Task to complete
Your task is to copy every line below that contains the word "none".
Top of Task data
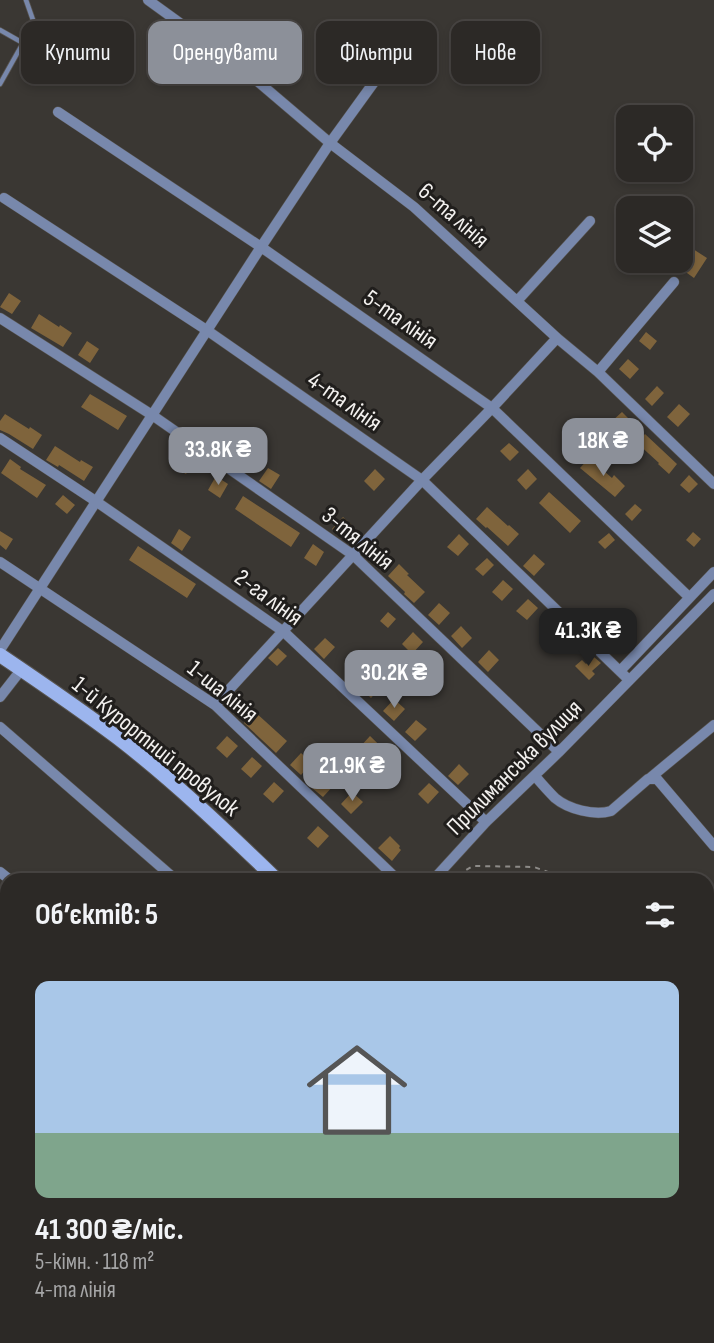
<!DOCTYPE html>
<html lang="uk">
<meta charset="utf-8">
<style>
body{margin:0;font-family:"Sofia Sans Condensed",sans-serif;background:#34312e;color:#f1f3f6;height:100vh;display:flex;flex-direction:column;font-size:26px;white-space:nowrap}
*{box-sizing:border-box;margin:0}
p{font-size:23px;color:#a6a6a7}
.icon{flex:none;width:38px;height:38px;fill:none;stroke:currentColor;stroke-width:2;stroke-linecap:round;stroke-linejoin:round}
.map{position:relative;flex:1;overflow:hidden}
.sheet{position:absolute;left:0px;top:873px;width:714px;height:471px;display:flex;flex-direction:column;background:#2c2926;border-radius:21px 21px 0 0;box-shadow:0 4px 10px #0003,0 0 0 2px #484543}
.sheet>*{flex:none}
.hud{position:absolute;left:21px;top:21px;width:672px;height:63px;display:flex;gap:14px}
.controls{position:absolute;left:616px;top:105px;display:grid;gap:14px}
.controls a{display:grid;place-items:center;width:77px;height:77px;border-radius:14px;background:#2c2926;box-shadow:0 4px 10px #0003,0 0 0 2px #484543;font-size:35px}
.price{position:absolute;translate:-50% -60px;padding:0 16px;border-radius:14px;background:#8c9099;color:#fff;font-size:23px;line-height:46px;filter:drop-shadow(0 2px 4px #0008)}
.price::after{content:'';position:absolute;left:50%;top:42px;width:21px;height:16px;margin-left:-10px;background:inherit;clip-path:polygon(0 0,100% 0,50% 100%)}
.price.selected{background:#222;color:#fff}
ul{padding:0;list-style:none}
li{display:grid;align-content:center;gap:14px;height:371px;padding:0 35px}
li span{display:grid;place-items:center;height:217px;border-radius:14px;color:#555}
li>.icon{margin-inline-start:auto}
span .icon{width:126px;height:126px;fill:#fffc;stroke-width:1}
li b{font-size:30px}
h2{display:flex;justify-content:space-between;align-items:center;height:84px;padding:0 35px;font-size:30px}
.chip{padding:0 24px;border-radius:14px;background:#2c2926;box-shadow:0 4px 10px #0003,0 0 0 2px #484543;font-size:24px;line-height:63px}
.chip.selected{background:#8c9099;color:#fff}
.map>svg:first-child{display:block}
</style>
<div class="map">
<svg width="714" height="1343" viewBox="0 0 714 1343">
<rect width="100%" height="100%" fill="#3a3733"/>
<path fill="#7f643c" d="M693,249L707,258L694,278L680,268Z
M9,293L21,301L12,314L0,307Z
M39,314L59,327L60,325L72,333L63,347L31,328Z
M646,332L657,341L650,350L639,341Z
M87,341L99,349L90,363L78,355Z
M628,359L639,369L630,379L619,369Z
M657,386L664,393L652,406L645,399Z
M90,394L127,416L118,430L81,407Z
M679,404L690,414L678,427L667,417Z
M622,412L630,420L619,430L611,422Z
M5,414L29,429L30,427L42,435L33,449L9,434L0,430V421Z
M645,434L677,464L669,474L658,464L659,463L637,443Z
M509,443L519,452L510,461L500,451Z
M55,446L80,462L81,460L93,467L84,481L59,465L58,467L46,460Z
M240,447L252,455L244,469L232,461Z
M183,453L195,460L186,474L174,467Z
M589,458L612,478L614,475L625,486L615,497L580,468Z
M10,459L21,467L20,469L46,485L37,498L1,473Z
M268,468L280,475L271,489L259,481Z
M375,469L385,479L374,491L364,481Z
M528,469L537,479L526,490L517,480Z
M689,475L698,484L689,493L680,485Z
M216,476L228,484L220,498L208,490Z
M549,492L581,521L570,533L539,503Z
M63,495L75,505L67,514L55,504Z
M243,496L300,533L291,547L235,509Z
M635,504L642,510L632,521L625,514Z
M487,507L508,526L509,525L519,534L508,546L487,527L486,528L476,519Z
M343,517L353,526L342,538L332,529Z
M179,529L191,537L182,551L171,543Z
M0,531L13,539L6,550L0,545Z
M693,532L701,539L694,547L686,540Z
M609,533L615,540L605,549L598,542Z
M459,534L469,544L458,556L447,547Z
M313,544L324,552L316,566L304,558Z
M138,546L196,584L187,598L129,560Z
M534,554L545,564L534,576L523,566Z
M487,558L494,565L483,576L475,569Z
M399,564L409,574L407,575L425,592L414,603L404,594L405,592L388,576Z
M503,580L513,589L502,601L492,592Z
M528,599L538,608L527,620L516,611Z
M439,603L450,613L439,625L428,615Z
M388,612L396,619L388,628L380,621Z
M597,618L604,624L597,633L589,626Z
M551,621L562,631L550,644L540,634Z
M461,626L472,638L462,648L451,636Z
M413,632L423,642L412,654L402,644Z
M325,638L335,647L324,659L314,649Z
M278,648L287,656L277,666L268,658Z
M489,650L499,660L488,672L478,662Z
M594,657L601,663L592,671L595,674L589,680L575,666L582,660L586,664Z
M372,676L382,686L371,698L361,688Z
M394,699L405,709L394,721L383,711Z
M255,712L287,741L276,753L244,723Z
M416,720L427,729L415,741L405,732Z
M227,736L238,746L227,758L216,748Z
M370,736L399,764L388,776L359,748Z
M301,753L312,763L301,775L290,765Z
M252,757L262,766L251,778L241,769Z
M459,764L469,774L458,785L448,776Z
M324,776L334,785L323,797L312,788Z
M274,782L284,791L273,803L263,794Z
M429,783L439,792L428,804L418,794Z
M352,792L363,802L351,814L341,804Z
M318,826L329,836L318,848L307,838Z
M390,836L400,846L399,848L401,850L392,861L378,848Z"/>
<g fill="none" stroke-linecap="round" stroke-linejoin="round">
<defs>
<path id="lane" d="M0,30L23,43L0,84
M23,43L33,20L26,0"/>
<path id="street" d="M148,0L242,68L330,143L414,207L557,338L598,372L714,484
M58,112L261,247L492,408L689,597
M4,198L208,331L422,480L629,680
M518,300L590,221
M0,318L152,415L353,555L559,752
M598,372L674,282
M0,438L97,502L284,632L486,822
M0,562L215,705L398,880
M0,650L261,247L330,143L385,67
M620,671L714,572
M0,697L21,670
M215,705L422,480L492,408L557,338
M0,727L176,880
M535,776C541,783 548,791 555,798C568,809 594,816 611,811L648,779H657L714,846
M650,778L714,725
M0,872L10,880
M433,880L486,822L559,752L714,594
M0,1007L7,1013
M0,1145L7,1151
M0,1282L7,1289
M113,1337L119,1343
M259,1337L266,1343
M404,1337L410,1343
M545,1337L552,1343
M33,1343L38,1337"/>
<path id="secondary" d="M0,655C40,682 80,709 118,738C174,781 226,831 277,880
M707,1309L714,1317"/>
</defs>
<use href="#lane" stroke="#585551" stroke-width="6"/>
<use href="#street" stroke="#585551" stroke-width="11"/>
<use href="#secondary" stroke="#585551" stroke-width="16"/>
<path stroke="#8d8b88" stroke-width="2" stroke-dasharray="5 5" stroke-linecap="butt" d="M449,880L473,866L534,867L570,880
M707,1049L714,1059"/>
<use href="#lane" stroke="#7888ac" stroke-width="4.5"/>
<use href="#street" stroke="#7888ac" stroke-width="10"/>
<use href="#secondary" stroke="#9cb5ee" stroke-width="14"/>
</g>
<g text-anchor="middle" stroke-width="6" stroke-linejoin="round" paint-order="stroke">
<g font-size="24" fill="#f3f1ef" stroke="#201e1c">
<text transform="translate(454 215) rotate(41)" y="8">6-та лінія</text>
<text transform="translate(401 319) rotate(35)" y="8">5-та лінія</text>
<text transform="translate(345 401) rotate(35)" y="8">4-та лінія</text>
<text transform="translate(358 538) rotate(39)" y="8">3-тя лінія</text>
<text transform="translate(269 597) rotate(36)" y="8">2-га лінія</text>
<text transform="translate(223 691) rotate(39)" y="8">1-ша лінія</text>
<text transform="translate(156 746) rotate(39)" y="8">1-й Курортний провулок</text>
<text transform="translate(514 767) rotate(-45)" y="8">Прилиманська вулиця</text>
</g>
</g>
</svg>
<div class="controls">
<a><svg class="icon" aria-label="locate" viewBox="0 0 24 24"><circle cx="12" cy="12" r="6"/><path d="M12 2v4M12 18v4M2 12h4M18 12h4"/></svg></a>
<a><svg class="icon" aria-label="layers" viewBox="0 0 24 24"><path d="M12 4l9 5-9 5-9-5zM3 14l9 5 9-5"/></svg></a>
</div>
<b class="price" style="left:603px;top:478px">18K ₴</b>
<b class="price" style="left:218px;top:487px">33.8K ₴</b>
<b class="price selected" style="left:588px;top:668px">41.3K ₴</b>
<b class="price" style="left:394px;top:710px">30.2K ₴</b>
<b class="price" style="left:352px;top:803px">21.9K ₴</b>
<div class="hud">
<a class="chip">Купити</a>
<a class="chip selected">Орендувати</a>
<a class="chip">Фільтри</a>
<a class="chip">Нове</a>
</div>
<section class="sheet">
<h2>Об’єктів: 5<svg class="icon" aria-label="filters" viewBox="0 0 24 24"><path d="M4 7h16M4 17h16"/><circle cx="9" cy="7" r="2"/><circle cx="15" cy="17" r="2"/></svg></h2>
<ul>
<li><span style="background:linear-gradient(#a9c7e8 70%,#7fa58c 0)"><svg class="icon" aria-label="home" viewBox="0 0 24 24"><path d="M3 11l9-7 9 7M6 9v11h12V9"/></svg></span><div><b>41 300 ₴/міс.</b><p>5-кімн. · 118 m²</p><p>4-та лінія</p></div></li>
</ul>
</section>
</div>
Bottom of Task data
Response to this task
.icon{flex:none;width:38px;height:38px;fill:none;stroke:currentColor;stroke-width:2;stroke-linecap:round;stroke-linejoin:round}
.sheet>*{flex:none}
ul{padding:0;list-style:none}
<g fill="none" stroke-linecap="round" stroke-linejoin="round">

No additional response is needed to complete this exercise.